Fashion

Global luxury slowdown impacts Lanvin Group's H1 results


Lanvin Group with Lanvin, Wolford, Sergio Rossi, St. John and Caruso in its portfolio of brands, generated revenue of 171 million euros, a 20 percent decrease versus the prior year.

The company said that the main drivers of revenue decline were global market softness coupled with a struggling wholesale market.

The group expects a challenging second half of 2024, but plans to remain proactive in its cost-reduction and operating efficiency efforts.

Commenting on the first half trading, Zhen Huang, chairman of Lanvin Group, said in a statement: “We faced a tumultuous market in the first half of 2024. While we anticipate this will continue for the near-term, we remain committed to the long-term growth of our group and our path to profitability.”

Highlights of Lanvin Group’s operational performance

DTC channel revenue decreased by 14 percent and wholesale revenue by 30 percent and other revenue comprising royalty and clearance income decreased 15 percent due to Lanvin’s reduction of clearance inventory.

The company’s regional revenue declined in EMEA by 27 percent and Greater China at 24 percent with Asia excluding Greater China decreasing by 7 percent, and North America by 11 percent.

Gross profit for the period declined to 98 million euros, representing a 58 percent margin, contribution profit was negative 7 million euros and adjusted EBITDA for the group declined to negative 42 million euros.

“Struggles in the wholesale channel compounded the issues of a softening global luxury market, in the first half of 2024. We spent much of the first half committed to our marketing plan, but also prioritised rationalising our cost base to fit the current market environment,” added Eric Chan, CEO of Lanvin Group.

Lanvin Group’s results across brand segments

Lanvin brand’s revenue decreased to 48 million euros, mainly due to a slowdown in global luxury consumption coupled with a challenging wholesale market. Retail including boutique and outlet was down 3 percent, while the overall DTC channel declined by 10 percent; and wholesale by 23 percent.

Globally, EMEA saw the largest decrease at 21 percent, driven by a decrease in European wholesale receipts. North America and APAC declined by 9 percent with Greater China at 14 percent; while APAC excluding Greater China generated positive 9 percent growth.

Wolford brand revenue declined by 28 percent to 43 million euros mainly driven by integration issues with its new logistics provider that resulted in significant delays in shipments. Additionally, the challenging wholesale market in Europe also impacted revenue. On a channel-basis, DTC decreased by 14 percent and wholesale by 53 percent. Geographically, EMEA saw the largest decrease at 34 percent, North America by 10 percent, and APAC by 24 percent with Greater China seeing a 20 percent decline.

Sergio Rossi revenue declined to 20 million euros or by 38 percent. The brand had a 49 percent decline in its largest market, EMEA, and 22 percent in APAC with Greater China decreasing by 34 percent. The DTC channel was down 17 percent overall and ecommerce by 2 percent. Wholesale, which includes third-party production, decreased by 60 percent.
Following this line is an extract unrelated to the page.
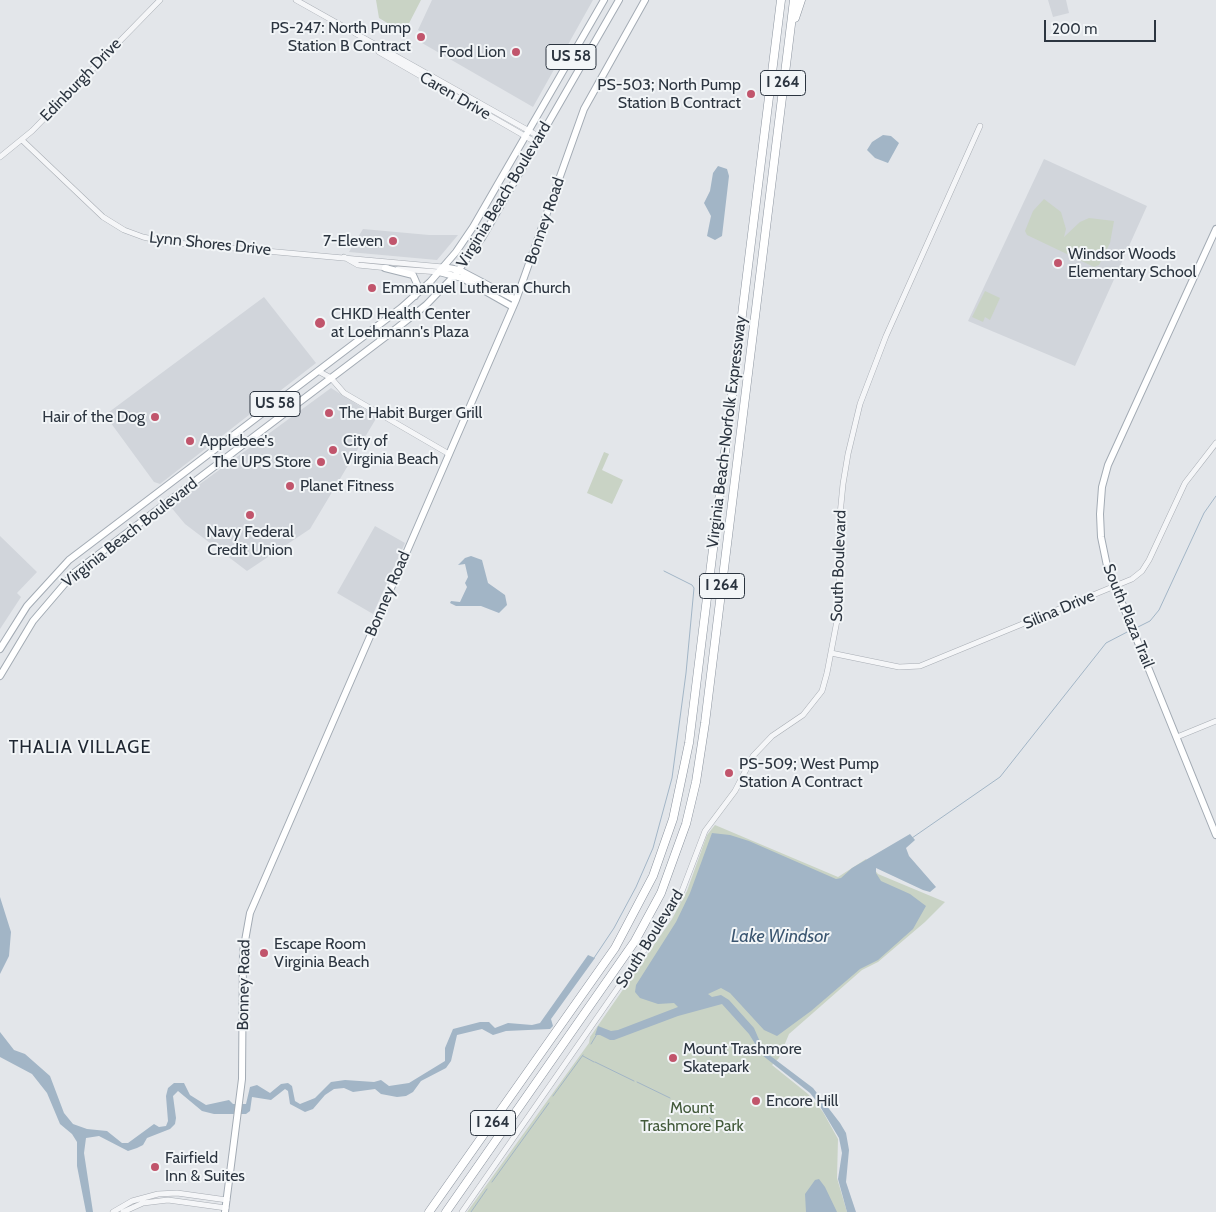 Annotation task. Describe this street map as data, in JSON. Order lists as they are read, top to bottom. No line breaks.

Revenue at St. John decreased to 40 million euros or a decline of 14 percent. Ecommerce declined by 15 percent; and wholesale by 13 percent. North America decreased by 10 percent, while APAC was down 46 percent.

Caruso maintained flat revenue with a 1 percent decline. Caruso’s Maisons business, its third-party production unit showed some softness, but it was offset by its proprietary Caruso brand business which grew by 21 percent with strong sales of its ready-to-wear and made-to-measure products.